◆ **THE TASK**
For every line below, set down an identical copy.
▼▼▼
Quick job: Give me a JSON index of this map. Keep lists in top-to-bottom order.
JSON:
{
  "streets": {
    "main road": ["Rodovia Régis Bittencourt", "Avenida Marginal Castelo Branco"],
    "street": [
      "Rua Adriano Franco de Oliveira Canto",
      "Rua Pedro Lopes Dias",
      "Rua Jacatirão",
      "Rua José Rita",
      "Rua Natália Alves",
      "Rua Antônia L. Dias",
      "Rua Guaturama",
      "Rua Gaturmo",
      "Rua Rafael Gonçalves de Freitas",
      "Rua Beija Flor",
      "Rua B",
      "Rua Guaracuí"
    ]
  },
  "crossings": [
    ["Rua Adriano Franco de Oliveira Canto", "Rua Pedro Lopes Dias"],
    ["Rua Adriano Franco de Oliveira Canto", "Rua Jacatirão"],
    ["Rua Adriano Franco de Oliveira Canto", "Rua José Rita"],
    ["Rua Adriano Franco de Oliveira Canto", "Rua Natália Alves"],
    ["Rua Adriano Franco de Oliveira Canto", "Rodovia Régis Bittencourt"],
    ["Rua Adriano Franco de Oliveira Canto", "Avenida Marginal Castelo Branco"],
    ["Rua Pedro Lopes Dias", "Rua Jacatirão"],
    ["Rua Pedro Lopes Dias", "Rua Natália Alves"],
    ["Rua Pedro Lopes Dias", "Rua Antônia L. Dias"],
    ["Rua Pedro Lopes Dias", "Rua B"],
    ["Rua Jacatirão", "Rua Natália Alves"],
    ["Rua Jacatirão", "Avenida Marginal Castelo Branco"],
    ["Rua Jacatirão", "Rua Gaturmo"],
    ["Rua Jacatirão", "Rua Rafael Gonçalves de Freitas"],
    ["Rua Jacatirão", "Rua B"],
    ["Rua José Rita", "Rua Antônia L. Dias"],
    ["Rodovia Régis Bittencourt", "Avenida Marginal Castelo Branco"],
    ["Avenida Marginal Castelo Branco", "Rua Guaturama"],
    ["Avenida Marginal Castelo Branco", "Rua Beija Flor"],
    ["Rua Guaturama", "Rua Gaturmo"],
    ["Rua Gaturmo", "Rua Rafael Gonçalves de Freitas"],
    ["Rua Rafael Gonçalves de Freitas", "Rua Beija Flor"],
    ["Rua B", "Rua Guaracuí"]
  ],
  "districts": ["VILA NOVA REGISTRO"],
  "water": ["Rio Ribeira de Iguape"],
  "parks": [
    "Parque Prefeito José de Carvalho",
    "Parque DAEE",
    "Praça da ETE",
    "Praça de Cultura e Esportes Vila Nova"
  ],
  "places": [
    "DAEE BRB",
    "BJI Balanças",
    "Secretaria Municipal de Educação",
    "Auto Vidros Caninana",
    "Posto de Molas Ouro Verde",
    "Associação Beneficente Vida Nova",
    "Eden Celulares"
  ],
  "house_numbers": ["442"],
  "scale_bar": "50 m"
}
▲▲▲
◆ **SOLUTION BELOW**
Quick job: Give me a JSON index of this map. Keep lists in top-to-bottom order.
JSON:
{
  "streets": {
    "main road": ["Rodovia Régis Bittencourt", "Avenida Marginal Castelo Branco"],
    "street": [
      "Rua Adriano Franco de Oliveira Canto",
      "Rua Pedro Lopes Dias",
      "Rua Jacatirão",
      "Rua José Rita",
      "Rua Natália Alves",
      "Rua Antônia L. Dias",
      "Rua Guaturama",
      "Rua Gaturmo",
      "Rua Rafael Gonçalves de Freitas",
      "Rua Beija Flor",
      "Rua B",
      "Rua Guaracuí"
    ]
  },
  "crossings": [
    ["Rua Adriano Franco de Oliveira Canto", "Rua Pedro Lopes Dias"],
    ["Rua Adriano Franco de Oliveira Canto", "Rua Jacatirão"],
    ["Rua Adriano Franco de Oliveira Canto", "Rua José Rita"],
    ["Rua Adriano Franco de Oliveira Canto", "Rua Natália Alves"],
    ["Rua Adriano Franco de Oliveira Canto", "Rodovia Régis Bittencourt"],
    ["Rua Adriano Franco de Oliveira Canto", "Avenida Marginal Castelo Branco"],
    ["Rua Pedro Lopes Dias", "Rua Jacatirão"],
    ["Rua Pedro Lopes Dias", "Rua Natália Alves"],
    ["Rua Pedro Lopes Dias", "Rua Antônia L. Dias"],
    ["Rua Pedro Lopes Dias", "Rua B"],
    ["Rua Jacatirão", "Rua Natália Alves"],
    ["Rua Jacatirão", "Avenida Marginal Castelo Branco"],
    ["Rua Jacatirão", "Rua Gaturmo"],
    ["Rua Jacatirão", "Rua Rafael Gonçalves de Freitas"],
    ["Rua Jacatirão", "Rua B"],
    ["Rua José Rita", "Rua Antônia L. Dias"],
    ["Rodovia Régis Bittencourt", "Avenida Marginal Castelo Branco"],
    ["Avenida Marginal Castelo Branco", "Rua Guaturama"],
    ["Avenida Marginal Castelo Branco", "Rua Beija Flor"],
    ["Rua Guaturama", "Rua Gaturmo"],
    ["Rua Gaturmo", "Rua Rafael Gonçalves de Freitas"],
    ["Rua Rafael Gonçalves de Freitas", "Rua Beija Flor"],
    ["Rua B", "Rua Guaracuí"]
  ],
  "districts": ["VILA NOVA REGISTRO"],
  "water": ["Rio Ribeira de Iguape"],
  "parks": [
    "Parque Prefeito José de Carvalho",
    "Parque DAEE",
    "Praça da ETE",
    "Praça de Cultura e Esportes Vila Nova"
  ],
  "places": [
    "DAEE BRB",
    "BJI Balanças",
    "Secretaria Municipal de Educação",
    "Auto Vidros Caninana",
    "Posto de Molas Ouro Verde",
    "Associação Beneficente Vida Nova",
    "Eden Celulares"
  ],
  "house_numbers": ["442"],
  "scale_bar": "50 m"
}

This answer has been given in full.